What is needed. Reproduce, with no edits, the line that contains "Give me a JSON index of the" and all the lines that follow it, ending with the last line of the records.

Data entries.
= = = =

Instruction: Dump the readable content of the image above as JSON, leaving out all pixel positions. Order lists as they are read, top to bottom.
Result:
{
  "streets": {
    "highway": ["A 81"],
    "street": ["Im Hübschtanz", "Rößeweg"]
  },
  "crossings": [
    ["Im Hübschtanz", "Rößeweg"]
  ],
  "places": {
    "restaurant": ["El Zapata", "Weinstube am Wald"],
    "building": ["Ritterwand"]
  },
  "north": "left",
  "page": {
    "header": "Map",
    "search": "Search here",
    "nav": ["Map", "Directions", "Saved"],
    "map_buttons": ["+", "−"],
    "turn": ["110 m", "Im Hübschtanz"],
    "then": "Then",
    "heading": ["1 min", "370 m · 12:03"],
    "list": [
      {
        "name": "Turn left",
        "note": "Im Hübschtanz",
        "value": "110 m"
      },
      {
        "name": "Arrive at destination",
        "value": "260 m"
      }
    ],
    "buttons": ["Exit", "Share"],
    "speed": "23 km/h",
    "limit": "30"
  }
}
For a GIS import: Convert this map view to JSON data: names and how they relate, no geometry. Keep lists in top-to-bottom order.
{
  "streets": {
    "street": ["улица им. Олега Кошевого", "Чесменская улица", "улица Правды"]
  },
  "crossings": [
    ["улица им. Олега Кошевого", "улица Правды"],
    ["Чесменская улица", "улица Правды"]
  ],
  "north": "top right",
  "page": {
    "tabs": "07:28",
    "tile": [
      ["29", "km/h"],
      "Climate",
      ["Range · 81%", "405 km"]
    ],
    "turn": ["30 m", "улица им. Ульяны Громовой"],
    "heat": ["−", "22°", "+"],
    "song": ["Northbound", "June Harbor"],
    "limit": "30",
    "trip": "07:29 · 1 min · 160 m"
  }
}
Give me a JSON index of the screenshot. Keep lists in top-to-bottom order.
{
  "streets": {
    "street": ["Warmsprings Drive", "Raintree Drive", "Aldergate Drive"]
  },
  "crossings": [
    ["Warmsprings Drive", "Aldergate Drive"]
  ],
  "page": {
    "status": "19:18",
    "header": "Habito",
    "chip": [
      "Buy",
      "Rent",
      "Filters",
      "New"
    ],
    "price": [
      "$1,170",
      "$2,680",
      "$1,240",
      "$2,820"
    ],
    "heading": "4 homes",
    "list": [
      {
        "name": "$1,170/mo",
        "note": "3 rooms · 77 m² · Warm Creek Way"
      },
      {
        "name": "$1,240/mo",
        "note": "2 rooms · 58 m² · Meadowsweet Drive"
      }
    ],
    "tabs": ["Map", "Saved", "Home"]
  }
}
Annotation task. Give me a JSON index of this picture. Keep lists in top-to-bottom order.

= = = =

Solution.
Give me a JSON index of the screenshot. Keep lists in top-to-bottom order.
{
  "streets": {
    "street": ["Warmsprings Drive", "Raintree Drive", "Aldergate Drive"]
  },
  "crossings": [
    ["Warmsprings Drive", "Aldergate Drive"]
  ],
  "page": {
    "status": "19:18",
    "header": "Habito",
    "chip": [
      "Buy",
      "Rent",
      "Filters",
      "New"
    ],
    "price": [
      "$1,170",
      "$2,680",
      "$1,240",
      "$2,820"
    ],
    "heading": "4 homes",
    "list": [
      {
        "name": "$1,170/mo",
        "note": "3 rooms · 77 m² · Warm Creek Way"
      },
      {
        "name": "$1,240/mo",
        "note": "2 rooms · 58 m² · Meadowsweet Drive"
      }
    ],
    "tabs": ["Map", "Saved", "Home"]
  }
}
Annotation task. Give me a JSON index of this picture. Keep lists in top-to-bottom order.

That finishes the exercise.